Extended Data Fig. 6: Analysis of the CD-CODE database, and relationships between sequence and conformational properties for IDRs in the pLDDT-based and SPOT-based sets.
From: Conformational ensembles of the human intrinsically disordered proteome

a,b, Analysis of the association between IDR conformational properties and protein localization in membraneless organelles (as reported in the CD-CODE database27). Distributions of (a) ν and (b) Sconf/N for IDRs in ‘driver’ proteins (shaded bars) and in proteins that are not a part of the examined subset (black lines). c,d, Distributions of (c) ν and (d) Sconf/N for IDRs in ‘member’ proteins (shaded bars) and in proteins that are not a part of the examined subset (black lines). Histograms for proteins enriched in compact and expanded IDRs are shown in orange and teal, respectively.
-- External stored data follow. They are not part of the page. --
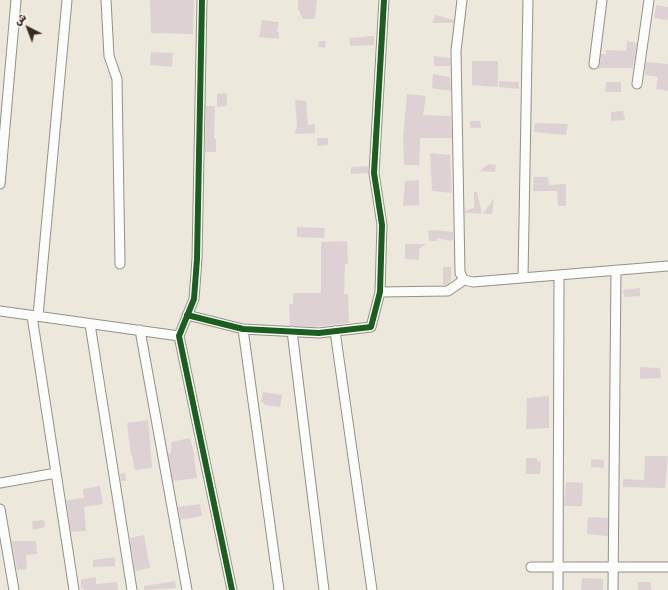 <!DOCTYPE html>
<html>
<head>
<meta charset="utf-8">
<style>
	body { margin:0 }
	#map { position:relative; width:668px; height:590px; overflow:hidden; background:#ece8dc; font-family:Caveat,"Playpen Sans Arabic",sans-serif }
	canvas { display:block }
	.north { position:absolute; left:8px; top:8px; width:40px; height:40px; -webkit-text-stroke:3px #fdfcf7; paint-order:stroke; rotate:318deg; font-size:11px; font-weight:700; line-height:16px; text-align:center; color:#3b2a1e }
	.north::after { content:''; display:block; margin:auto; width:14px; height:18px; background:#3b2a1e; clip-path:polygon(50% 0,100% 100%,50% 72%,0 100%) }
</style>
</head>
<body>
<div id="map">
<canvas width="668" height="590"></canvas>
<div class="north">ش</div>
</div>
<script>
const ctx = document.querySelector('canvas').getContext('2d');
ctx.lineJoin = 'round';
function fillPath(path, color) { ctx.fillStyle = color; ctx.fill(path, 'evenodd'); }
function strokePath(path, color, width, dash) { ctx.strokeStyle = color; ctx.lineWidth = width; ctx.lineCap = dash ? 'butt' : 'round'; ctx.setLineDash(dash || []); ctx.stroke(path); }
const building = new Path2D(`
	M 150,0 L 194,0 L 193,34 L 151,33 Z
	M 298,0 L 317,0 L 315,19 L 303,19 L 298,9 Z
	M 656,5 L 668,7 L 668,20 L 654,18 Z
	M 435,15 L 454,20 L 453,23 L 432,23 Z
	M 262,20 L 279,22 L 277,31 L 279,33 L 279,39 L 259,37 Z
	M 374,36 L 374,45 L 350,46 L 350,38 Z
	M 319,41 L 326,41 L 325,48 L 318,47 Z
	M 627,41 L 637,43 L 633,68 L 599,68 L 601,54 L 606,54 L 606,50 L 626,51 Z
	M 151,52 L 173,53 L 172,67 L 150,65 Z
	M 434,56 L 450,58 L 450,66 L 434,66 Z
	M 472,61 L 498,61 L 498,87 L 472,85 Z
	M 646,62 L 668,64 L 668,91 L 656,89 L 658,77 L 645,75 Z
	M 433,74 L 450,77 L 451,91 L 432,88 Z
	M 499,81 L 519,82 L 519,89 L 499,87 Z
	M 606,82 L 621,82 L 621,92 L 605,92 Z
	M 227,93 L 227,106 L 217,107 L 217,94 Z
	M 407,94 L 426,96 L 423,115 L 451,116 L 452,138 L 420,138 L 419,165 L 404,165 L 403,138 Z
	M 295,100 L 306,101 L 308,125 L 315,124 L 315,133 L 295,134 L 297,125 Z
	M 206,106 L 215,106 L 214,139 L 216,139 L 216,152 L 205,152 Z
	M 623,111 L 625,120 L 611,121 L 611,112 Z
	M 470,121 L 480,121 L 481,128 L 470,128 Z
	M 535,123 L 568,124 L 566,135 L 534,132 Z
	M 317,138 L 328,138 L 328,145 L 318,146 Z
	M 430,153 L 450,155 L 452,193 L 432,191 Z
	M 489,164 L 496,165 L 495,172 L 479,171 Z
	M 368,166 L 368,173 L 351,174 L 351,167 Z
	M 534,177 L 548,177 L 549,185 L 566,184 L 566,206 L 558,206 L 557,191 L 533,191 L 533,185 L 535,184 L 533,183 Z
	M 419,180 L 419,205 L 403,206 L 405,181 Z
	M 474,192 L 477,192 L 482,214 L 494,199 L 492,214 L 465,213 L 465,211 L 474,208 Z
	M 297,227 L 325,228 L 324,238 L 297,237 Z
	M 436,230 L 453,232 L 453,239 L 450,241 L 437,238 L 437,241 L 429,241 L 428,231 Z
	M 347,241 L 348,264 L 345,264 L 344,294 L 348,294 L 349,323 L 313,327 L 290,325 L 289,304 L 293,304 L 293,293 L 321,293 L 321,242 Z
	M 405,244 L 426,244 L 419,249 L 419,260 L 405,259 Z
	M 443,267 L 451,267 L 451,281 L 446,285 L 443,285 Z
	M 640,288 L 640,296 L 624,297 L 623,290 Z
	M 640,367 L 660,368 L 661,378 L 640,379 Z
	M 263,392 L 282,395 L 280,407 L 264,405 L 264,403 L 261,402 Z
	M 549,396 L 549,428 L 526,429 L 527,398 Z
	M 148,420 L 152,468 L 135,470 L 132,455 L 131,455 L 127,423 Z
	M 190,438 L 195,457 L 194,457 L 197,478 L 173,481 L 168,453 L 171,453 L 171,442 Z
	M 645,456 L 668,456 L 665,488 L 623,487 L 623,479 L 644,480 Z
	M 526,458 L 537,458 L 537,461 L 541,462 L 540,474 L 526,474 Z
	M 591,459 L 604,460 L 604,468 L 591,467 Z
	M 125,473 L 126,481 L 121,481 L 120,474 Z
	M 566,482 L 583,483 L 582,506 L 564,506 Z
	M 100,486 L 103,504 L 84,507 L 86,531 L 71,532 L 66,500 L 84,498 L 83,489 Z
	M 200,504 L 202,516 L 180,520 L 178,507 Z
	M 588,517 L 608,518 L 608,536 L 587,534 Z
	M 44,520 L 45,527 L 33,530 L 32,521 Z
	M 144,535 L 150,568 L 135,571 L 130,538 Z
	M 12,541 L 36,541 L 37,554 L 26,555 L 27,569 L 17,570 Z
	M 115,557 L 115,566 L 93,567 L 93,560 Z
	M 96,577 L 96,584 L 117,582 L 118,590 L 84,590 L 83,587 L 81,588 L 81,580 Z
	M 582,578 L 603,579 L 603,590 L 581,590 Z
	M 175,581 L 176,588 L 144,590 L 144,586 Z
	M 638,582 L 650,582 L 652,590 L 638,590 Z`);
const street = new Path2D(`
	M 106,0 L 109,56 L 117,79 L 120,264
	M 202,0 L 197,259 L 194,299 L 179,336 L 232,590
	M 462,0 L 456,51 L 460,273 L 464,280 L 473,282 L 668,266
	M 594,64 L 602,0
	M 637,84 L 649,0
	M 0,184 L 16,0
	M 523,277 L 528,0
	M 380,292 L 448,291 L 464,280
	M 0,311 L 179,336
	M 187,315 L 243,329 L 319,333 L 371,327 L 380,292 L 382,225 L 374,173 L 384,0
	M 32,316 L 74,590
	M 38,316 L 67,0
	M 90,324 L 132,590
	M 243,329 L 279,590
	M 140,330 L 187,590
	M 292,331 L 324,590
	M 335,331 L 372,590
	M 0,483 L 56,473
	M 0,509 L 14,590
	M 531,567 L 668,567
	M 558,590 L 559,275
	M 613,590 L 616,270`);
const cycleway = new Path2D(`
	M 202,0 L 197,259 L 194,299 L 179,336 L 232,590
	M 187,315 L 243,329 L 319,333 L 371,327 L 380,292 L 382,225 L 374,173 L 384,0`);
fillPath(building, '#ded1d4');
strokePath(street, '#959088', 11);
strokePath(street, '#fcfcfa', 9);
strokePath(cycleway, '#1b5e20', 6);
</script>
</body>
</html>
P values are estimated from one-sided Brunner–Munzel tests using t-distributions and the reported degrees of freedom (DoF). Standard errors of Cohen’s d values are estimated through 105 bootstraps. e–q, Comparison between sequence features that affect compaction in pLDDT-based and SPOT-based sets of IDRs. We show NARDINI z-scores for (e) basic–acidic patterning, z(δ+−), (f) acidic patterning, z(Ω−), and (g) aromatic patterning, z(Ωπ); (h) sequence charge decoration, SCD; (l) charge segregation, κ; (m) Sconf/N; (n) sequence hydropathy decoration, SHD; (o) average stickiness, ⟨λ⟩; (p) fraction of charged residues, FCR; and (q) sequence length, N, as a function of ν. i–k: (i) z(δ+−), (j) z(Ω−), and (k) z(Ωπ) as a function of Sconf/N. Results are shown for all IDRs in the pLDDT-based (grey) and SPOT-based (red) sets, and for IDRs with fdomain = 0 in the pLDDT-based set (blue). r,s, Short IDRs are on average more highly charged and expanded than longer IDRs. (r) ν and (s) Sconf/N as a function of sequence length, N, for the human IDRs in the pLDDT-based (grey) and SPOT-based (red) sets. Data are displayed as mean ± s.e.m. t, Normalized distributions of the NCPR for IDRs with N≤200 (full lines) and with N > 200 (dotted lines) in the pLDDT-based (grey) and SPOT-based (red) sets.